Even if you’re a total newbie, it’s important to know the difference between a sophisticated investor and an accredited investor and if you’re one of them.
Neither of these titles requires a credit check, application or lengthy approval process. Whew! You can find out whether you’re an accredited investor based on a few simple criteria.
What to Look For
To be an accredited investor, you must:
- Have had an annual income of $200,000 (or $300,000 for joint income) for the past two years, and expect to earn the same or higher income this year.
- Have a net worth of over $1 million, not counting your primary home.

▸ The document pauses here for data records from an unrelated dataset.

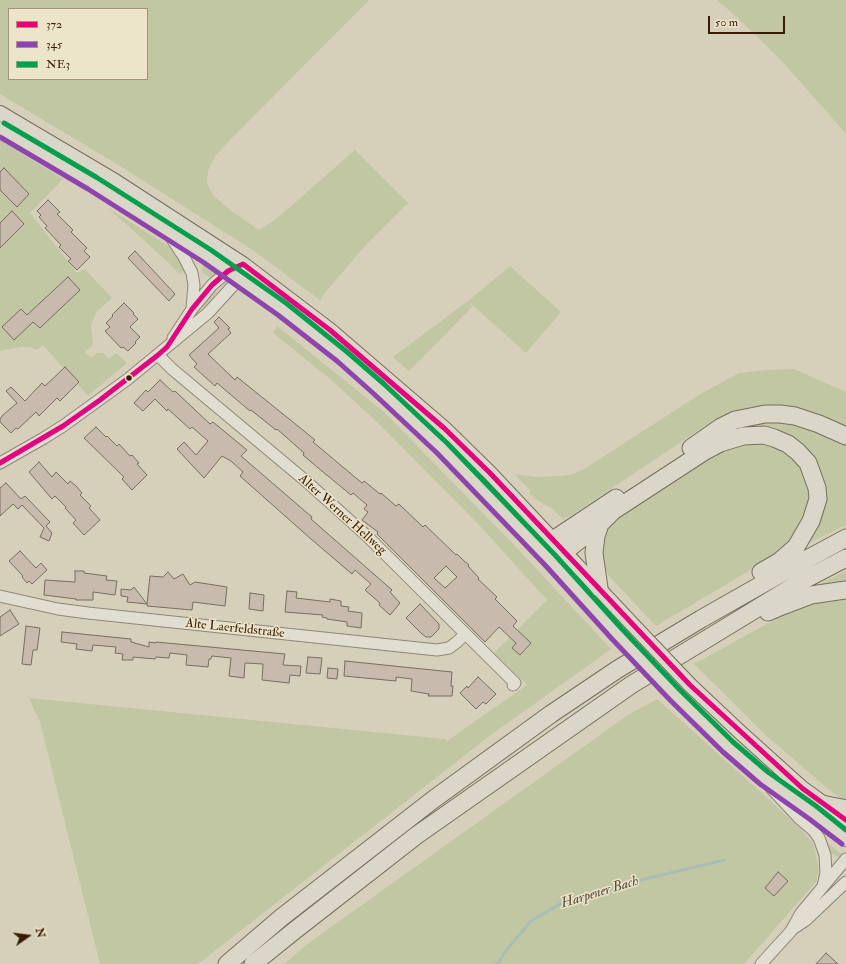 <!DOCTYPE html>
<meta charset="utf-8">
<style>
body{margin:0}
#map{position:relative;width:846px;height:964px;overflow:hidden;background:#d6d0ba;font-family:"IM FELL Double Pica",serif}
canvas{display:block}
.legend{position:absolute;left:8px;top:8px;width:140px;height:72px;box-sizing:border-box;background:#ede5ca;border:1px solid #a5947b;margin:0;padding:5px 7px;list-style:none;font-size:12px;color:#391a05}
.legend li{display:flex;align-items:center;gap:8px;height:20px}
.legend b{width:20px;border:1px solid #a5947b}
.north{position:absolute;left:8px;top:916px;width:40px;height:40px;-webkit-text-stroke:3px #ede5ca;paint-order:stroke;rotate:76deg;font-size:11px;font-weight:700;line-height:16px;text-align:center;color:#391a05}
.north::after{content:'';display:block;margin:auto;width:14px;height:18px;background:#391a05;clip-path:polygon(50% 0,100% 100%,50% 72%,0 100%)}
.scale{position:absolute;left:708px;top:16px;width:77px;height:18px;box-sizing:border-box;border:2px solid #391a05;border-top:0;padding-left:5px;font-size:12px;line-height:14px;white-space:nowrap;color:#391a05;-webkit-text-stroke:3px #ede5ca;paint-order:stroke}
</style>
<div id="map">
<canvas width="846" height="964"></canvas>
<ul class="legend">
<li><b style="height:5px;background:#e5007d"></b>372</li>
<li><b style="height:5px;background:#8e44ad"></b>345</li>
<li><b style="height:5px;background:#039f4d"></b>NE3</li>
</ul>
<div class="north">N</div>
<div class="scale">50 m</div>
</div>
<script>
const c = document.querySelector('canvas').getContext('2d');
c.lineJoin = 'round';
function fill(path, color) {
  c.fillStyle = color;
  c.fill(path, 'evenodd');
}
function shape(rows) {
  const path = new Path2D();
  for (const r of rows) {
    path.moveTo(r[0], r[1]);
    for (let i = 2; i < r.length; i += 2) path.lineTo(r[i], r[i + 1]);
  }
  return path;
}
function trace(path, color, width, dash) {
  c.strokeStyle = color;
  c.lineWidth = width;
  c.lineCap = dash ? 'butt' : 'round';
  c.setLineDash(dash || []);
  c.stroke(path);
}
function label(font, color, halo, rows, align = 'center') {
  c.font = font + ' "IM FELL Double Pica",serif';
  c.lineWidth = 3;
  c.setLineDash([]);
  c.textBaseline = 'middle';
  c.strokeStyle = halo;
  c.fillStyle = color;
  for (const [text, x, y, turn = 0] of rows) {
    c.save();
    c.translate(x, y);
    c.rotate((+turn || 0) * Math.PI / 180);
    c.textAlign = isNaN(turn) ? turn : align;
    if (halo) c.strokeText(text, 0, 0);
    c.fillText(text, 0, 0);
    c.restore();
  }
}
const green = shape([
 [0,0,369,0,225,145,215,156,208,171,207,184,213,195,230,210,259,230,275,220,355,150,408,203,364,247,323,295,321,301,253,250,115,163,0,94],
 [9,9,147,9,147,79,9,79],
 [717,0,846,0,846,134,782,61,738,18],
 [0,140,63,179,30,213,77,273,85,269,112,298,96,312,91,326,93,343,92,346,85,352,91,358,97,353,103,353,109,359,116,353,127,363,88,396,43,345,37,350,30,347,20,347,0,351],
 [108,208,168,246,176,254,186,269,180,274,144,240],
 [204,265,216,273,212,279,203,273,202,269],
 [510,266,561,312,526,353,469,302,472,307,409,371,393,357,468,301],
 [214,291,217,292,205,306,203,307,202,306,202,304],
 [277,326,384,412,515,546,611,649,488,737,198,964,100,964,40,722,29,698,445,739,447,741,527,685,494,653,547,600,481,527,380,425,329,378,273,333],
 [358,357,475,466,542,537,541,539,473,467,435,436],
 [794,369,846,392,846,431,820,418,712,424,705,426,570,516,563,519,551,508,537,500,529,493,531,491,514,474,536,477,561,476,574,474,586,468,697,396,739,373,767,370],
 [792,421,846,443,846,525,807,544,817,527,823,504,800,444,726,434,749,422],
 [754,439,785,447,809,476,811,510,790,543,774,556,656,626,609,576,606,571,603,565,600,543,603,536,609,527,617,519,708,457,721,449],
 [570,567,628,627,621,631,567,569],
 [846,571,846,587,812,590,825,581],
 [846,597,846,800,840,798,828,789,768,737,694,664,796,608,814,602],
 [686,688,805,797,846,829,846,832,804,799,762,764,702,708,691,701,680,691],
 [657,699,765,796,803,831,813,843,819,869,816,882,744,964,284,964,306,945,628,715],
 [828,844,829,844,842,854,840,858,829,852]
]);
const stream = shape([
 [497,964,505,952,531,921,558,905,641,880,724,860]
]);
const building = shape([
 [4,168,29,194,17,207,0,190,0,172,4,168],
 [48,200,60,212,57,214,73,230,71,232,87,248,84,251,90,257,77,270,68,261,71,259,59,247,61,245,45,228,47,226,39,217,41,215,37,211,48,200],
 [12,211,24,224,0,248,0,223,12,211],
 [135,251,175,294,169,301,128,258,135,251],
 [68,277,80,290,40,328,33,322,14,340,2,327,21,309,27,315,68,277],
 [124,303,134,313,133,314,138,319,130,327,140,337,135,342,136,343,128,351,123,347,121,348,105,331,110,327,106,323,113,316,112,315,124,303],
 [219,317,230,328,228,329,231,333,208,354,235,380,237,377,309,435,315,440,313,442,362,483,364,481,380,494,381,493,396,506,399,504,423,527,425,525,456,555,457,554,463,560,469,565,468,566,479,578,478,579,497,597,495,599,517,621,513,626,531,643,520,655,512,648,516,643,499,627,485,642,377,534,378,532,362,520,368,512,364,509,367,505,353,493,351,495,317,467,303,455,304,453,277,429,276,430,251,410,250,411,217,383,215,386,194,367,197,364,189,355,219,328,214,322,219,317],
 [446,566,457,577,445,588,434,578,446,566],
 [65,367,79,382,60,401,57,398,39,416,36,412,18,429,16,428,11,433,0,422,0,419,3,415,17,403,6,391,11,387,25,401,42,383,45,386,65,367],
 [160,380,173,392,175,391,210,424,213,422,247,450,241,456,306,512,312,517,311,519,392,590,390,592,400,603,390,615,379,605,380,603,365,590,371,584,355,570,352,574,311,539,240,476,243,472,231,461,222,456,204,478,177,449,184,442,196,455,208,441,192,427,190,429,168,409,167,411,155,399,143,411,134,403,146,390,148,392,160,380],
 [96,427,106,437,107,436,117,446,119,444,130,456,132,455,139,463,137,464,147,475,132,490,122,479,124,477,84,438,96,427],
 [39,462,52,477,56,472,68,484,70,481,76,486,82,493,80,495,91,506,89,508,100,520,84,535,73,523,76,520,65,508,66,507,55,496,52,499,29,472,39,462],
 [6,483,21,499,25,496,50,522,46,526,52,533,49,541,40,537,44,528,22,505,18,509,13,504,0,516,0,488,6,483],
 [20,551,36,568,41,563,47,570,32,584,29,581,27,583,22,577,23,576,9,561,20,551],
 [75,571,84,571,84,573,107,576,106,580,117,581,115,595,93,592,93,600,76,600,76,599,44,595,45,580,75,582,75,571],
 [168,572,174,579,183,574,190,585,195,582,227,587,225,606,193,602,192,610,147,606,147,604,127,602,128,597,121,596,121,589,131,590,134,587,147,604,150,576,163,577,168,572],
 [287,591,297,592,296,598,330,602,330,599,341,601,341,606,349,607,348,611,362,613,361,628,347,626,347,622,327,619,327,618,322,617,323,615,285,612,287,591],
 [250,593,264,595,263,611,249,609,250,593],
 [420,604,439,624,439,629,431,637,426,637,422,634,406,618,420,604],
 [10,610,19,624,0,636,0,617,10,610],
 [26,626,40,628,37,650,33,650,31,665,22,664,26,626],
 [62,632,131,639,131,642,149,647,149,642,156,643,156,642,285,654,283,665,301,666,300,676,290,675,289,683,262,680,263,664,245,663,244,678,229,676,231,658,212,656,211,659,209,659,208,667,186,665,187,655,170,653,169,658,156,657,155,659,133,657,133,660,122,660,123,654,115,653,116,647,93,645,92,651,76,649,77,644,61,642,62,632],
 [308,657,322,658,320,674,306,673,308,657],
 [345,661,452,672,451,686,453,686,452,696,428,696,429,694,411,691,412,679,396,677,396,681,344,676,345,661],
 [328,668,338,669,337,679,327,678,328,668],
 [478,677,496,694,486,704,483,702,476,709,460,693,467,686,468,688,478,677],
 [778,872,788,881,774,896,765,888,778,872],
 [826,953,838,964,816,964,826,953]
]);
const minor = shape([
 [168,233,184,257,192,273,194,285,192,308],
 [173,338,192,309,212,285,228,271,235,268],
 [158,355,172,369,307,482,366,535,515,683,513,685],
 [0,463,44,438,63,426,128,379,208,313,239,279,241,272],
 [0,596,58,609,88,613,437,650,449,648,457,642,465,634],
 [771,788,799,818,813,830,819,838,825,855,826,873,823,886],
 [794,928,806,920,846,882],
 [761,964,791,931,801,913,846,859]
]);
const major = shape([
 [0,113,115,181,243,264,330,330,444,428,490,473,632,624],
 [0,129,92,183,207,256,282,309,341,356,379,389,442,448,550,560,617,634],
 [690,685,741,733,802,788,846,820],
 [675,695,728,747,764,778,812,812,846,839]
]);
const highway = shape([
 [691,448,721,427,735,420,765,414,780,414,795,416,819,424,846,436],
 [550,560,564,552,600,524,613,511,705,451,720,443,743,436,764,435,774,438,788,444,798,452,808,463,817,488,818,499,811,521,796,547,780,561,761,572],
 [550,560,553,540,616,498],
 [599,588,594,553,596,536,600,524],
 [768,612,782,606,811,595,846,590],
 [822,804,846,809],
 [227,964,282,917,434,799,551,714,618,669,701,619,796,565,846,538],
 [253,964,294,931,417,835,631,685,802,581,846,558]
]);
const majorBridge = shape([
 [632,624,690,685],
 [617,634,675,695]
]);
const bus1 = shape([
 [0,463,63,426,100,400,158,355,167,347,192,309,212,285,228,271,243,264,330,330,444,428,490,473,690,685,802,788,846,820]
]);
const bus2 = shape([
 [0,137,88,189,203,262,278,315,337,361,374,394,437,453,545,565,612,639,670,700,723,752,760,784,808,818,842,844]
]);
const bus3 = shape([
 [4,123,96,177,211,250,286,303,346,351,384,384,447,443,555,555,622,629,680,690,733,742,768,772,816,806,846,830]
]);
const markers = [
 [129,378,3.5,"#391a05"]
];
const streetNames = [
 ["Alter Werner Hellweg",342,515,42],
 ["Alte Laerfeldstraße",235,629,6]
];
const waterNames = [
 ["Harpener Bach",600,893,-17]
];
fill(green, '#c1c7a2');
trace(stream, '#a9bfb4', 3);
fill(building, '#c8baac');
trace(building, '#766e60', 1);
trace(minor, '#8e8677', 13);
trace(major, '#766e60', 16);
trace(highway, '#766e60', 19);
trace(minor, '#e0ddd1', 11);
trace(major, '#dad7c9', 14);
trace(highway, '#dad7c9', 17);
trace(majorBridge, '#766e60', 16, []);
trace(majorBridge, '#dad7c9', 14);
trace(bus1, '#e5007d', 5);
trace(bus2, '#8e44ad', 5);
trace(bus3, '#039f4d', 5);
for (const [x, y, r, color] of markers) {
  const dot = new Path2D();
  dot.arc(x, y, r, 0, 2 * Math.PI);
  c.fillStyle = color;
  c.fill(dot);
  trace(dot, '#ede5ca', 1.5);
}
label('13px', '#391a05', '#ede5ca', streetNames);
label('italic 14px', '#554939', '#ede5ca', waterNames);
</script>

It May Help to Run Through Examples
Penny has had a corporate career for 10 years and is single. She just got a raise 2 months ago and now makes $200,000 per year. Penny’s primary home is worth $1.5 million. She has $700,000 in her 401K and $350,000 between her savings and a few brokerage accounts. She owes $100,000 to student loans.
Is Penny an Accredited Investor?
Even though Penny currently makes $200,000 and has reason to believe she will continue making that amount or more in the coming year, her annual income over the past two years has been below the $200,000 criteria.

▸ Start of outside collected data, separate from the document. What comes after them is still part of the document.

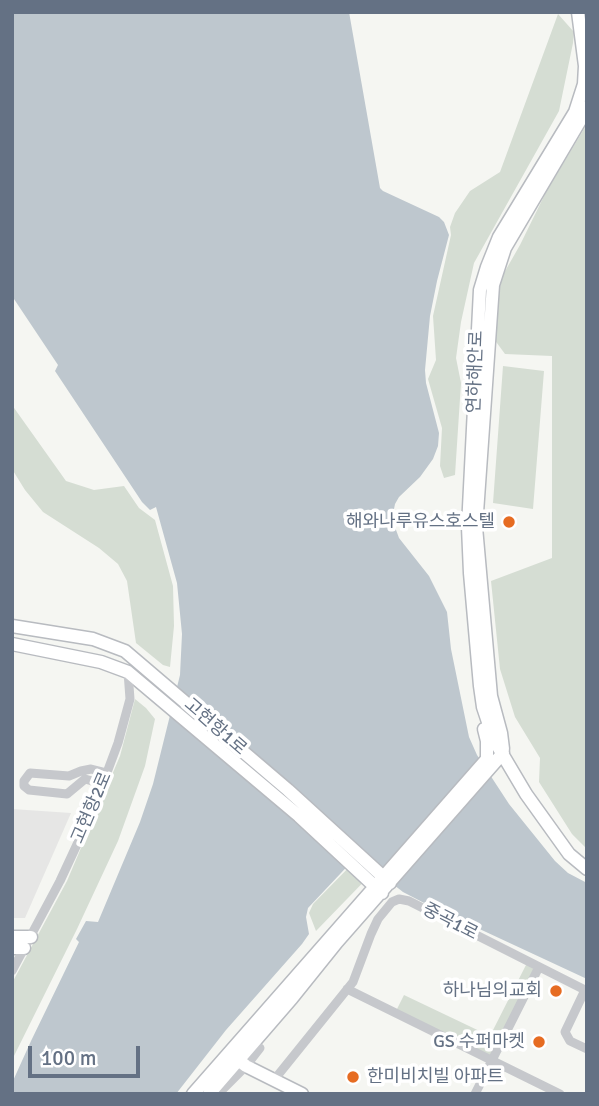 <!DOCTYPE html>
<meta charset="utf-8">
<style>
body{margin:0}
#map{position:relative;width:599px;height:1106px;overflow:hidden;background:#f5f6f2;font-family:Signika,sans-serif}
canvas{display:block}
.frame{position:absolute;inset:0;border:14px solid #647184;pointer-events:none}
.scale{position:absolute;left:28px;top:1046px;width:112px;height:32px;box-sizing:border-box;border:4px solid #647184;border-top:0;padding-left:9px;font-size:21px;line-height:24px;white-space:nowrap;color:#647184;-webkit-text-stroke:5px #fff;paint-order:stroke}
</style>
<div id="map">
<canvas width="599" height="1106"></canvas>
<div class="frame"></div>
<div class="scale">100 m</div>
</div>
<script>
const g = document.querySelector('canvas').getContext('2d');
g.lineJoin = 'round';
function fill(path, color) { g.fillStyle = color; g.fill(path, 'evenodd'); }
const poly = rows => new Path2D(rows.map(r => 'M' + r).join(''));
function trace(path, color, width, dash) { g.strokeStyle = color; g.lineWidth = width; g.lineCap = dash ? 'butt' : 'round'; g.setLineDash(dash || []); g.stroke(path); }
function write(font, color, halo, rows, align = 'center') {
  g.font = font + ' Signika,"Noto Sans KR",sans-serif'; g.lineWidth = 7; g.setLineDash([]); g.textBaseline = 'middle'; g.strokeStyle = halo; g.fillStyle = color; for (const [text, x, y, turn = 0] of rows) {
    g.save(); g.translate(x, y); g.rotate((+turn || 0) * Math.PI / 180); g.textAlign = isNaN(turn) ? turn : align; if (halo) g.strokeText(text, 0, 0); g.fillText(text, 0, 0); g.restore();
  }
}
fill(poly([
 [12,809,71,813,25,918,12,918]
]), '#e6e6e5');
fill(poly([
 [558,14,574,32,573,43,559,111,474,263,461,322,456,358,461,383,455,475,444,478,440,466,442,428,428,379,436,360,433,316,451,235,450,227,455,213,470,191,500,172],
 [587,124,587,849,572,834,539,782,540,758,515,717,500,669,491,581,552,558,552,356,505,354,494,339,497,296,504,273,520,245,546,192],
 [503,366,544,371,533,509,493,503],
 [12,405,66,481,94,490,124,486,139,508,155,520,173,586,174,626,170,667,163,665,136,643,127,581,118,564,99,548,43,512,25,490,12,469],
 [135,699,146,708,155,719,145,766,118,841,77,929,12,1060,12,983,67,881,120,756],
 [359,857,378,867,316,931,309,913,313,904],
 [528,961,539,967,492,1061,395,1013,404,995,490,1036]
]), '#d5ddd3');
fill(poly([
 [12,12,349,12,380,188,383,191,439,217,444,222,449,235,437,281,430,316,425,370,426,383,439,433,438,446,433,459,420,477,399,497,395,504,392,519,399,538,429,576,447,612,451,649,469,737,477,755,509,804,555,861,568,873,587,883,587,979,428,905,403,892,357,856,308,908,306,917,309,934,302,944,226,1030,176,1094,12,1094,12,1083,31,1041,79,942,76,939,86,921,98,922,140,822,153,784,180,675,182,634,177,583,156,507,150,510,142,502,55,371,58,365,12,296]
]), '#bec7ce');
const secondary = poly([
 [578,12,585,66,584,84,575,112,499,237,487,267,480,290,468,527,470,573,480,686,483,707,494,740,526,794,569,854,587,869],
 [12,626,93,639,125,651,288,790,390,883],
 [12,644,101,662,128,672,299,816,382,893],
 [503,749,501,733,491,696,476,527,493,285,505,248,584,114,587,107],
 [12,937,31,937],
 [12,948,24,948],
 [232,1055,246,1066,302,1094],
 [193,1094,487,759,487,741,484,729],
 [209,1094,292,998,337,942,503,753]
]);
trace(secondary, '#b8bbc0', 15);
trace(poly([
 [103,784,85,779,67,794,29,790,24,786,24,781,30,773,69,776,81,771,91,769,107,773],
 [12,971,60,881,93,810,118,743,130,699,128,672],
 [347,989,560,1094],
 [585,990,565,1032,570,1041,587,1049],
 [274,1080,353,982,371,934,378,919,392,902,399,899,409,901,587,991],
 [218,1094,246,1066,260,1048],
 [475,1094,539,967]
]), '#c6c8cc', 9);
trace(secondary, '#fff', 12);
for (const [x, y, r, color] of [
 [509,522,7,"#e66c22"],
 [556,991,7,"#e66c22"],
 [539,1042,7,"#e66c22"],
 [353,1077,7,"#e66c22"]
]) { const dot = new Path2D(); dot.arc(x, y, r, 0, 2 * Math.PI); g.fillStyle = color; g.fill(dot); trace(dot, '#fff', 2.5); }
write('18px', '#647184', '#fff', [
 ["연하해안로",476,372,-88],
 ["고현항1로",215,727,41],
 ["고현항2로",92,808,-67],
 ["중곡1로",450,922,27]
]);
write('18px', '#647184', '#fff', [
 ["해와나루유스호스텔",495,522],
 ["하나님의교회",542,991],
 ["GS 수퍼마켓",525,1042],
 ["한미비치빌 아파트",367,1077,"left"]
], 'right');
</script>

Penny’s net worth is: $700,000 (401K) + $350,000 (savings and brokerage accounts) – $100,000 (student loans) = $950,000,
Since her net worth is just under the $1 million requirement, Penny is a non-accredited investor.
Sarah & Josh
Sarah is a physician and earns $285,000 per year. Josh is a stay-at-home dad, so he earns no income. Their primary home is valued at $800,000. They bought a single-family rental home for $500,000 and have a $200,000 balance on it. They have $250,000 in savings, plus $600,000 in retirement. Josh recently received $250,000 in inheritance.

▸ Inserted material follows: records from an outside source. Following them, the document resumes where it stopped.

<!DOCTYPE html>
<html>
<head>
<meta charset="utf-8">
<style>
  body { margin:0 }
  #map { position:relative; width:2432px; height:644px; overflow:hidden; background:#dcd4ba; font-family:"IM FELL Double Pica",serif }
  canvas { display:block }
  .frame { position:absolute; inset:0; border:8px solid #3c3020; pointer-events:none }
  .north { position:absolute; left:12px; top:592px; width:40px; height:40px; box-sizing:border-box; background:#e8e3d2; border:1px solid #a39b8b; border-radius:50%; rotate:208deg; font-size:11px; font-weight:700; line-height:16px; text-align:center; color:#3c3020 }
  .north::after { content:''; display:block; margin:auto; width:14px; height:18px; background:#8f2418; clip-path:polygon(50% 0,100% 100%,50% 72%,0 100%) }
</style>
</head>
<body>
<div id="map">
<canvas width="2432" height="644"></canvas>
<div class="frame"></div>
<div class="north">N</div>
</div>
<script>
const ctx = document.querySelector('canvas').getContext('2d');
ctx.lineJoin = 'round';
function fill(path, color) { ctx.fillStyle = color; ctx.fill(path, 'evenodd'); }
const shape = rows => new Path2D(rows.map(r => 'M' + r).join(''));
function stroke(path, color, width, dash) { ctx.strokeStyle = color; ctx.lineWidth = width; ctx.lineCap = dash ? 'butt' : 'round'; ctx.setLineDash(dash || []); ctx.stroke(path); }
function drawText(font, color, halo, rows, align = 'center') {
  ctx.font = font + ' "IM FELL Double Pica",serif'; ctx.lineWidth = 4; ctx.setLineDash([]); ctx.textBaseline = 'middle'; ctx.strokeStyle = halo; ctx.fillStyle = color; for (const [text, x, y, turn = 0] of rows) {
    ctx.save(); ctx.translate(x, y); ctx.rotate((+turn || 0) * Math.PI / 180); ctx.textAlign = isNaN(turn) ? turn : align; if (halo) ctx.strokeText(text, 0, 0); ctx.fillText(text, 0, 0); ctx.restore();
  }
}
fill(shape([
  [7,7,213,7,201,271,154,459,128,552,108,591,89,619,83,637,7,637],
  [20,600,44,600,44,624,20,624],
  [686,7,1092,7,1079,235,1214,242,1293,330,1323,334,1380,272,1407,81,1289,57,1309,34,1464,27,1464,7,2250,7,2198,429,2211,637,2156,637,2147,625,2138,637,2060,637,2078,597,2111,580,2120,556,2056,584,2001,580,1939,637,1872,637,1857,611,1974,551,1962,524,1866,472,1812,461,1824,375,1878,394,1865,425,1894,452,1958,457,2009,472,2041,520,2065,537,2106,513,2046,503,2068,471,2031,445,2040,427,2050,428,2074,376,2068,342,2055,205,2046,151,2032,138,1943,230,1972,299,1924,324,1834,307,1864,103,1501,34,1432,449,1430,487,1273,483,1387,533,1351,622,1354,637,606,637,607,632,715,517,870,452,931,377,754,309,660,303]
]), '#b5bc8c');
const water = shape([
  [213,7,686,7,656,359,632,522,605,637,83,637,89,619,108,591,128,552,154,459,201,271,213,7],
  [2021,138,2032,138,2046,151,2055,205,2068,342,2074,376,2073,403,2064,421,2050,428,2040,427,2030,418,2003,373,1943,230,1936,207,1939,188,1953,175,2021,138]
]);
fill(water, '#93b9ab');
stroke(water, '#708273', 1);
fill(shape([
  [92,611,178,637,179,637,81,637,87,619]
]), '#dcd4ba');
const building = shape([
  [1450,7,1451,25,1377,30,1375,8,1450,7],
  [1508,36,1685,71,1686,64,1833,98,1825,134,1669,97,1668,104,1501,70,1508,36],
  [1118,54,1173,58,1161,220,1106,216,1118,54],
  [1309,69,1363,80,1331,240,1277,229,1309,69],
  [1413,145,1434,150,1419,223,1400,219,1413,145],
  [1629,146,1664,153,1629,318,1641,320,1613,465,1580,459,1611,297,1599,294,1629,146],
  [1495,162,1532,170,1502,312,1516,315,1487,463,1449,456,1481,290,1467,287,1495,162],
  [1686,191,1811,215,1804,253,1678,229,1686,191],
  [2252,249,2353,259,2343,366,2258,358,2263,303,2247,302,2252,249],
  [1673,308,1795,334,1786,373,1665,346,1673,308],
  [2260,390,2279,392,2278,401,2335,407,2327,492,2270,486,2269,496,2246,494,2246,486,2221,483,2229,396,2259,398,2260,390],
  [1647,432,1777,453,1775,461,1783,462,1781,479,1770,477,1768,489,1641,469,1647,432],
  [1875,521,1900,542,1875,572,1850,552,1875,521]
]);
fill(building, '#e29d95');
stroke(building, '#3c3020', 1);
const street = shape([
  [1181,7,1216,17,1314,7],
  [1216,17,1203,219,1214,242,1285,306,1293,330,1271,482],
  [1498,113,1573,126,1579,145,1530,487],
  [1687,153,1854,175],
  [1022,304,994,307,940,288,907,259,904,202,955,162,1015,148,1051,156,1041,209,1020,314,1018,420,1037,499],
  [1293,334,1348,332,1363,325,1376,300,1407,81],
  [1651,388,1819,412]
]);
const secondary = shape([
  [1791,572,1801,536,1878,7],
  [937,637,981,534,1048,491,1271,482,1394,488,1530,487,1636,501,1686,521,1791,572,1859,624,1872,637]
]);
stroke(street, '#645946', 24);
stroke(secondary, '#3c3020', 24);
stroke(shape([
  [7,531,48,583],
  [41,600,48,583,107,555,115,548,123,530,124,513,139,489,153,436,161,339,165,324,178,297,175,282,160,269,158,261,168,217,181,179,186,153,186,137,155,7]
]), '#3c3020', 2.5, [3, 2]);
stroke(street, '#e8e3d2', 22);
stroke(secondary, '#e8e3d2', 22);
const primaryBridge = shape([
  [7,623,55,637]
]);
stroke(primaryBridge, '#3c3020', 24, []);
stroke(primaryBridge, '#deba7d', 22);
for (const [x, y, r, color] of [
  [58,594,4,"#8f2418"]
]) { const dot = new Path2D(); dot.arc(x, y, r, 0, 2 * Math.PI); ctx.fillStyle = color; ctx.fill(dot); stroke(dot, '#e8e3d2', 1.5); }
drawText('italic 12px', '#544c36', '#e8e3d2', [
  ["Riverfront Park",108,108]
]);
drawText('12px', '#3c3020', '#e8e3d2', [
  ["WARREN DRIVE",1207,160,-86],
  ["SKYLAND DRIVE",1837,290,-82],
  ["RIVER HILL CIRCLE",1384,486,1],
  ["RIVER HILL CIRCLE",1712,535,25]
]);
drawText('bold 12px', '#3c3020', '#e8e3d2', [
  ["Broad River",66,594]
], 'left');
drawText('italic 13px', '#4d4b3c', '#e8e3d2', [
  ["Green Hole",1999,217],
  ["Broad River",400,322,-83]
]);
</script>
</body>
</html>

Are Sarah & Josh Accredited Investors?
Based on income alone, they do not qualify, since their joint income is below $300,000.
However, excluding their primary residence, their net worth is…
$500,000 (single family rental) – $200,000 (balance owed on single family rental) + $250,000 (savings) + $600,000 (retirement) + $250,000 (inheritance) = $1.4 million, which is above the $1 million threshold.
Because they meet one of the two criteria, Sarah and Josh are accredited investors. Yup.
What Are the Perks?
The main perk of being an accredited investor is access to more deals. Why is this? Well, in the eyes of the SEC, being an accredited investor means that you are savvy enough to have figured out how to accumulate some wealth. Thus, more investment opportunities are open to you, since you are in a better position to take on risk and understand how to manage the risk.
If you’re a non-accredited investor who happens to love real estate, there are still plenty of investment opportunities available, including passive investments through real estate syndications. However, since SEC regulations do not allow investments for non-accredited investors to be publicly advertised, a sponsor of one of these types of investments will need to present you with such an opportunity.
Even if you are not an accredited investor, you’re in luck. There are passive income solutions that work for you if you are what’s called a “sophisticated investor.”
Sophisticated? Sounds uppity… Don’t worry. The SEC gives some guidance here to say that you “must have sufficient knowledge and experience in financial and business matters to make them capable of evaluating the merits and risks of the prospective investment."